Moist Butterscotch Pumpkin Bread (Print-Friendly Version)

Warmly spiced pumpkin loaf with a rich butterscotch glaze, ideal for seasonal baking.

# Ingredients Required:

→ Dry Ingredients

01 - 220 grams all-purpose flour
02 - 5 grams baking soda
03 - 2 grams baking powder
04 - 2 grams salt
05 - 2 grams ground cinnamon
06 - 1 gram ground nutmeg
07 - 0.5 grams ground cloves
08 - 0.5 grams ground ginger

→ Wet Ingredients

09 - 240 grams canned pumpkin puree
10 - 120 milliliters vegetable oil
11 - 200 grams packed brown sugar
12 - 2 large eggs
13 - 5 milliliters vanilla extract

→ Glaze

14 - 90 grams butterscotch chips
15 - 30 milliliters heavy cream
16 - 1 milliliter vanilla extract

# Detailed Directions:

01 - Preheat the oven to 175°C. Grease and lightly flour a 23x13 cm loaf pan.
02 - In a medium bowl, whisk together the all-purpose flour, baking soda, baking powder, salt, and ground spices until evenly mixed.
03 - In a large bowl, blend the pumpkin puree, vegetable oil, brown sugar, eggs, and vanilla extract until smooth and uniform.
04 - Gradually fold the dry ingredient mixture into the wet ingredients, mixing just until combined to maintain a tender texture.
05 - Transfer the batter into the prepared loaf pan, smoothing the surface evenly.

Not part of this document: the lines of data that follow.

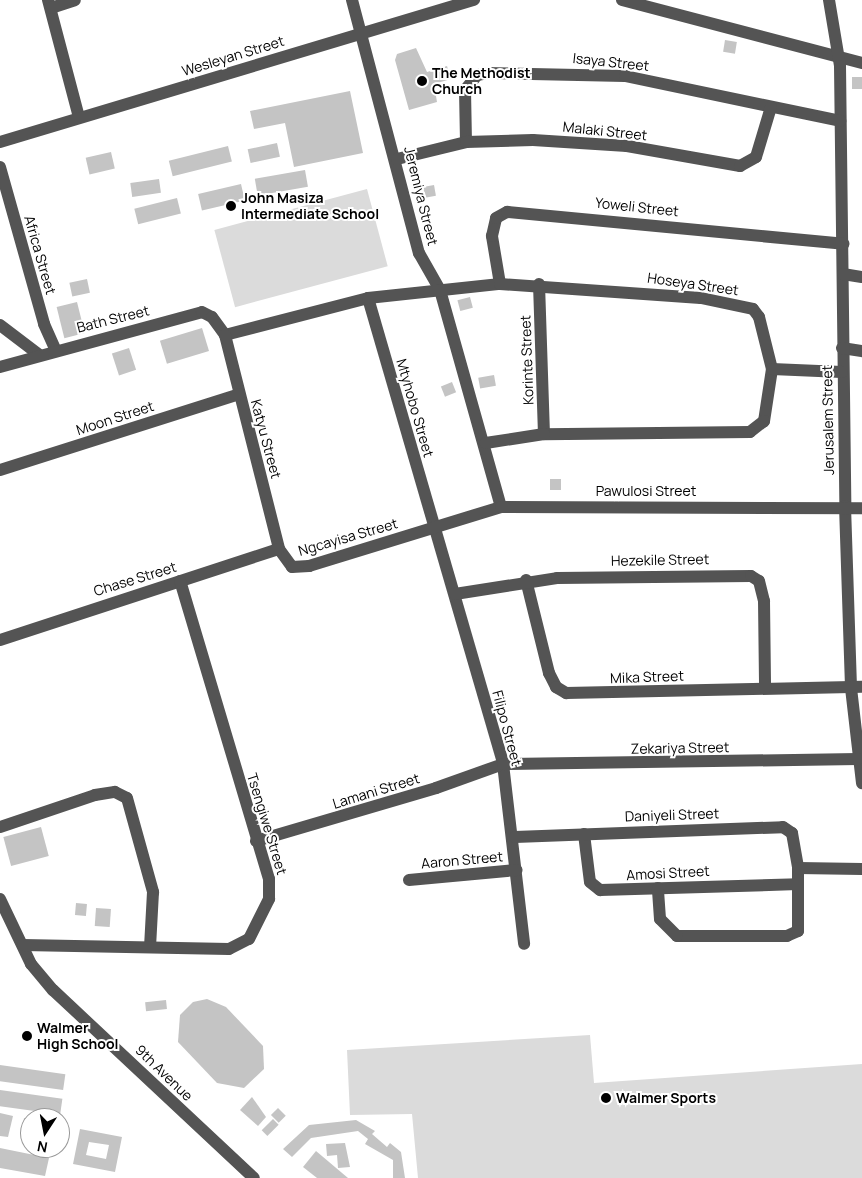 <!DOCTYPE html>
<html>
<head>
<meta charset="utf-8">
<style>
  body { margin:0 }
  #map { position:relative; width:862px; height:1178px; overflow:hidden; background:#fff; font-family:Manrope,sans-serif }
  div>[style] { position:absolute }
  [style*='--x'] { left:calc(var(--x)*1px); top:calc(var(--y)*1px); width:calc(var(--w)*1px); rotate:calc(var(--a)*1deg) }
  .green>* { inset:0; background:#dbdbdb; transform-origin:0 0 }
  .building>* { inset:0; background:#c4c4c4; transform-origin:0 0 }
  .minor>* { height:12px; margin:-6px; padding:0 6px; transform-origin:6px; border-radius:6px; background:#545454 }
  .dots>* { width:14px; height:14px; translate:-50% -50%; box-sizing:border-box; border:2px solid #fff; border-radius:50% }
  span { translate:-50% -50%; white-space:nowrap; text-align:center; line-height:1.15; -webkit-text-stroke:4px #fff; paint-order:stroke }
  .street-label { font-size:14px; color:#000 }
  .poi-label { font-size:14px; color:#000; font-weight:700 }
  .left { translate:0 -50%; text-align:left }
  .north { position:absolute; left:20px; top:1108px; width:50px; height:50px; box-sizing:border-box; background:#fff; border:1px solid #999; border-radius:50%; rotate:191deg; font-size:14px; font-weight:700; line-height:20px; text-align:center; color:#000 }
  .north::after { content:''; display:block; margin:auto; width:18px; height:22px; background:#000; clip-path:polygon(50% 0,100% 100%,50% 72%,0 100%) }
</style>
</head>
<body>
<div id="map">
  <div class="green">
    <i style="left:367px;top:189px;width:80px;height:158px;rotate:75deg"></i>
    <i style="clip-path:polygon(590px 1035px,594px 1083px,862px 1064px,862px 1178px,418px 1178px,412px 1114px,350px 1115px,347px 1050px)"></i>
  </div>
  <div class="building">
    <i style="left:725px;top:40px;width:12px;height:12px;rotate:9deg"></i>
    <i style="clip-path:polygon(416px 48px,427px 72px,447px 66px,451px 79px,434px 84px,437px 102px,409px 110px,395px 60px,397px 54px)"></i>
    <i style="left:852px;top:77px;width:10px;height:12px"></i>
    <i style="clip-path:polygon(350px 91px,363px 153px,294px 167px,285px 123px,254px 129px,250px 111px)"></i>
    <i style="left:277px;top:143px;width:14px;height:30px;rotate:78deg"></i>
    <i style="left:228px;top:146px;width:16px;height:61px;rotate:76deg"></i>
    <i style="left:111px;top:152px;width:17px;height:26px;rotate:77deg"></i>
    <i style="left:305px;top:170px;width:17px;height:51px;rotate:80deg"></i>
    <i style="left:159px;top:179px;width:14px;height:29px;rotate:82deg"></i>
    <i style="left:241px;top:184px;width:17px;height:44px;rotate:77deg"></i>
    <i style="left:434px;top:185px;width:11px;height:11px;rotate:80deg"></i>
    <i style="left:177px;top:198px;width:16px;height:44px;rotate:76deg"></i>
    <i style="left:87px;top:279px;width:14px;height:18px;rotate:78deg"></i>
    <i style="left:470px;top:297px;width:11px;height:13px;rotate:75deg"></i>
    <i style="left:77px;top:302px;width:32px;height:21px;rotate:76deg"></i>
    <i style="left:202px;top:328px;width:24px;height:44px;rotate:73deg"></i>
    <i style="left:129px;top:348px;width:23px;height:18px;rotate:72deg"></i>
    <i style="left:494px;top:375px;width:11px;height:16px;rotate:80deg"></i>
    <i style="left:452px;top:382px;width:11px;height:12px;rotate:68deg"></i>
    <i style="left:550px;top:479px;width:11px;height:11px"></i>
    <i style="left:41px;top:827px;width:30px;height:39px;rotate:75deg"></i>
    <i style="left:76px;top:903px;width:11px;height:12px;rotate:5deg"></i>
    <i style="left:96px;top:908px;width:15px;height:18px;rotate:4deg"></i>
    <i style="clip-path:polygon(207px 999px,226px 1007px,263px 1046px,264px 1069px,244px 1088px,217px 1083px,178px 1042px,180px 1015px,193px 1002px)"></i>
    <i style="left:166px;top:1000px;width:9px;height:21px;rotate:84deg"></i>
    <i style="left:0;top:1065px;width:66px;height:16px;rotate:8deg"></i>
    <i style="left:0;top:1090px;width:63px;height:16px;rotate:8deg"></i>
    <i style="clip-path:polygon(252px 1097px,266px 1117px,258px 1126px,240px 1110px)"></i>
    <i style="left:278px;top:1108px;width:11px;height:10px;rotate:45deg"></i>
    <i style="clip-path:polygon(0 1113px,13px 1116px,8px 1137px,0 1136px)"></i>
    <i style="clip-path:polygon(24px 1118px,30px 1119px,30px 1133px,22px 1131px)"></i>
    <i style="left:273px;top:1119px;width:8px;height:16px;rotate:45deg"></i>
    <i style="clip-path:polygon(356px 1120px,375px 1131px,372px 1134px,387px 1147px,390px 1143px,401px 1152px,405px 1178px,393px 1178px,393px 1160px,365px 1144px,368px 1139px,358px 1131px,311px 1138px,292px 1157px,283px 1149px,309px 1125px)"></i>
    <i style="clip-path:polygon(evenodd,80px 1129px,122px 1137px,115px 1172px,73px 1164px,80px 1129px,89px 1142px,109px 1145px,106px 1159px,86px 1155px,89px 1142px)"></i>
    <i style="clip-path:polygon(345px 1143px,350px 1167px,338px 1168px,337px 1155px,327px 1156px,326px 1144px)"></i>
    <i style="clip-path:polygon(0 1148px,49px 1158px,45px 1176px,0 1168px)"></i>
    <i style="clip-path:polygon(316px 1151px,348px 1178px,317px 1178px,303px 1167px)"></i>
  </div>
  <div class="minor">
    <i style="--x:48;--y:0;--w:121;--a:75.2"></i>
    <i style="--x:352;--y:0;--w:262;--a:75.2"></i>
    <i style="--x:419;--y:253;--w:43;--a:60.4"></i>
    <i style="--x:440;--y:290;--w:225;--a:74.3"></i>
    <i style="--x:622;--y:0;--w:248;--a:14.7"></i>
    <i style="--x:829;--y:0;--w:67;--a:80.5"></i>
    <i style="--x:840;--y:66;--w:440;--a:89.3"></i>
    <i style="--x:845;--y:506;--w:182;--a:88.1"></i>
    <i style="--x:851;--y:688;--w:96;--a:83.4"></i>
    <i style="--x:51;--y:8;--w:25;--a:-18"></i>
    <i style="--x:0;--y:142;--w:495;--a:-16.7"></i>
    <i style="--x:466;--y:142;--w:52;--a:-91.1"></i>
    <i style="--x:465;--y:90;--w:19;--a:-51"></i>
    <i style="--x:477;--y:75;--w:11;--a:-10"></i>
    <i style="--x:488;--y:73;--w:137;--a:1.3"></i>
    <i style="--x:625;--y:76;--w:220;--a:11.8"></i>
    <i style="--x:397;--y:159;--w:71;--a:-13.8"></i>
    <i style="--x:466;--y:142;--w:67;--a:-1.7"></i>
    <i style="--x:533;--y:140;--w:94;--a:3.7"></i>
    <i style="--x:627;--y:146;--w:115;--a:10"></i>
    <i style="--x:740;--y:166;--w:18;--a:-29"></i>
    <i style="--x:756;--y:157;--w:52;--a:-73.3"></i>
    <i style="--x:0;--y:167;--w:163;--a:74.3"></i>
    <i style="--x:44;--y:324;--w:27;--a:66"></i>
    <i style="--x:843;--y:274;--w:19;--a:9"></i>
    <i style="--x:500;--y:284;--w:49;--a:-99.5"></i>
    <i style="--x:492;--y:236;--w:18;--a:-77"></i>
    <i style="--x:496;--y:218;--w:13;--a:-29"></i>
    <i style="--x:507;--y:212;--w:338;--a:5.4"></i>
    <i style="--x:539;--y:284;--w:150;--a:88.1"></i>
    <i style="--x:368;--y:298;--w:485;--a:73.8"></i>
    <i style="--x:503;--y:764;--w:181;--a:83.3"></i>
    <i style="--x:0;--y:325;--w:48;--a:37.3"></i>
    <i style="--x:225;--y:335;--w:148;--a:-14.5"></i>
    <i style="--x:368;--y:298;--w:133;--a:-6.1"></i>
    <i style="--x:500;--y:284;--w:201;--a:4"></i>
    <i style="--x:701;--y:298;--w:53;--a:11.9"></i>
    <i style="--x:753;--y:309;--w:10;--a:53"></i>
    <i style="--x:759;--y:317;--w:54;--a:76"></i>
    <i style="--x:772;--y:369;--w:53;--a:98.7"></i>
    <i style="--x:764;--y:421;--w:18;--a:142"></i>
    <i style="--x:750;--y:432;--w:206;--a:179.4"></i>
    <i style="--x:544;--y:434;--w:59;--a:171.2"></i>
    <i style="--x:842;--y:348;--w:20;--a:9"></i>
    <i style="--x:0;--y:367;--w:209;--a:-15.2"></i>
    <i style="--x:202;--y:312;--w:11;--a:27"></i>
    <i style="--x:212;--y:317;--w:22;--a:54"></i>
    <i style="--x:225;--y:335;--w:221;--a:75.8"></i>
    <i style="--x:279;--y:549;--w:22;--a:54"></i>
    <i style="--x:292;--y:567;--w:17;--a:-3"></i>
    <i style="--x:309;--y:566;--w:201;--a:-17.1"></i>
    <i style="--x:501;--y:507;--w:361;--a:0.2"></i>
    <i style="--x:772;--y:369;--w:70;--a:2.5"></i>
    <i style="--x:0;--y:470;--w:251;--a:-17.6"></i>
    <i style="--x:526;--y:580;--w:96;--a:76.1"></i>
    <i style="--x:549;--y:673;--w:16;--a:63"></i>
    <i style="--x:556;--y:687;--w:12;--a:31"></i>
    <i style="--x:566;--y:693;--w:296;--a:-1.2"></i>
    <i style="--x:455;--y:594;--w:103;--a:-8.9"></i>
    <i style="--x:557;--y:578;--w:194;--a:-0.6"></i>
    <i style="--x:751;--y:576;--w:9;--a:32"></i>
    <i style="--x:759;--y:581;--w:21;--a:76"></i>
    <i style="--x:764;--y:601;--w:87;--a:89.3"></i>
    <i style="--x:0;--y:640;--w:293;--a:-18.1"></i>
    <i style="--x:0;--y:827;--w:100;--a:-18.6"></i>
    <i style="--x:95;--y:795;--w:20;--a:-9"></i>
    <i style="--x:115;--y:792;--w:13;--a:27"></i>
    <i style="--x:127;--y:798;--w:98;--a:74.5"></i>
    <i style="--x:153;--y:892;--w:55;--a:93.1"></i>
    <i style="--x:584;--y:834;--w:48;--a:82.9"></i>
    <i style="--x:590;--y:882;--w:13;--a:39"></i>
    <i style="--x:600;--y:890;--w:198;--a:-1.7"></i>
    <i style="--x:515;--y:837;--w:268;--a:-2.1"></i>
    <i style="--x:783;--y:827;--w:11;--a:34"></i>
    <i style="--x:792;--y:833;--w:36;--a:80"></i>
    <i style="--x:798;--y:868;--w:63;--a:90"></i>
    <i style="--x:798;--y:931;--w:12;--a:156"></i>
    <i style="--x:787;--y:936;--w:110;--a:180"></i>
    <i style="--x:677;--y:936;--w:24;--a:-135"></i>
    <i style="--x:660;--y:919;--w:31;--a:-94"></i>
    <i style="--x:256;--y:841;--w:188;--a:-16.4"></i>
    <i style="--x:436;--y:788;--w:71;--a:-19.7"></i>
    <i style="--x:503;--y:764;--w:355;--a:-0.8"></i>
    <i style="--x:798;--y:868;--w:64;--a:0.9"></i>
    <i style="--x:409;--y:880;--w:108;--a:-5.3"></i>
    <i style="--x:0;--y:899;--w:72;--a:64.5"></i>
    <i style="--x:31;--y:964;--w:34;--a:50"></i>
    <i style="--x:53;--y:990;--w:275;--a:43.1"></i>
    <i style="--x:23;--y:945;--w:206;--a:1.1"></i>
    <i style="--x:229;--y:949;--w:22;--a:-27"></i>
    <i style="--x:249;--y:939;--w:45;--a:-63.4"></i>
    <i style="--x:269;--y:899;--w:20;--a:-90"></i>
    <i style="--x:269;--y:879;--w:311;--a:-106.6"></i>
  </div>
  <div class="dots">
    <i style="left:422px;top:81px;background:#000"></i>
    <i style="left:231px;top:206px;background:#000"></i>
    <i style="left:27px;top:1036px;background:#000"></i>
    <i style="left:606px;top:1098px;background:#000"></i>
  </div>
  <div class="street-label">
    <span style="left:233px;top:56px;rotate:-17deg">Wesleyan Street</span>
    <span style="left:611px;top:62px;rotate:6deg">Isaya Street</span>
    <span style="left:605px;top:131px;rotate:6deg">Malaki Street</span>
    <span style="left:421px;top:196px;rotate:76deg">Jeremiya Street</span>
    <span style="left:637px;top:207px;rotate:6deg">Yoweli Street</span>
    <span style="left:40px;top:255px;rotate:74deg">Africa Street</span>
    <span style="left:693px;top:284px;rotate:8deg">Hoseya Street</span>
    <span style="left:113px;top:319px;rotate:-14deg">Bath Street</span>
    <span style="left:527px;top:360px;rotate:-92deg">Korinte Street</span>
    <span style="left:415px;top:408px;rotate:74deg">Mtyhobo Street</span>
    <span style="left:115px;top:418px;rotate:-18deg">Moon Street</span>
    <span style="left:828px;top:420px;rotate:-91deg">Jerusalem Street</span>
    <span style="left:266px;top:439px;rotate:75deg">Katyu Street</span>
    <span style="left:646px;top:491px">Pawulosi Street</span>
    <span style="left:348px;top:537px;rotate:-16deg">Ngcayisa Street</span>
    <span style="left:660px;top:560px;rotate:-1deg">Hezekile Street</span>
    <span style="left:135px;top:579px;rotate:-17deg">Chase Street</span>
    <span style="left:647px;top:677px;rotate:-2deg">Mika Street</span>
    <span style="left:507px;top:728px;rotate:75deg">Filipo Street</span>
    <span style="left:680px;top:748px;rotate:-1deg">Zekariya Street</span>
    <span style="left:376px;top:791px;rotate:-17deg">Lamani Street</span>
    <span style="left:672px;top:815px;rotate:-2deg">Daniyeli Street</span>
    <span style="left:267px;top:824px;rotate:73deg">Tsengiwe Street</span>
    <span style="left:462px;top:860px;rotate:-5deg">Aaron Street</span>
    <span style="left:668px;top:873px;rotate:-3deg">Amosi Street</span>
    <span style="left:164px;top:1073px;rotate:44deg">9th Avenue</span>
  </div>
  <div class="poi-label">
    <span class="left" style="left:432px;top:81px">The Methodist<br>Church</span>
    <span class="left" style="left:241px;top:206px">John Masiza<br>Intermediate School</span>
    <span class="left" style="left:37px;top:1036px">Walmer<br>High School</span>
    <span class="left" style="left:616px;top:1098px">Walmer Sports</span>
  </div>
  <div class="north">N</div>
</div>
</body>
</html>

Bake for 55 to 65 minutes until a toothpick inserted into the center comes out clean.
06 - Allow the loaf to cool in the pan for 10 minutes before removing to a wire rack to cool completely.
07 - Melt butterscotch chips with heavy cream over a double boiler until smooth. Remove from heat and stir in vanilla extract.
08 - Drizzle the warm butterscotch glaze evenly over the cooled loaf before slicing.

# Helpful Advice:

01 - Avoid overmixing the batter to prevent a dense texture.
02 - Adjust glaze consistency by varying cream quantity for desired thickness.
03 - For enhanced butterscotch aroma, incorporate butterscotch extract into the batter.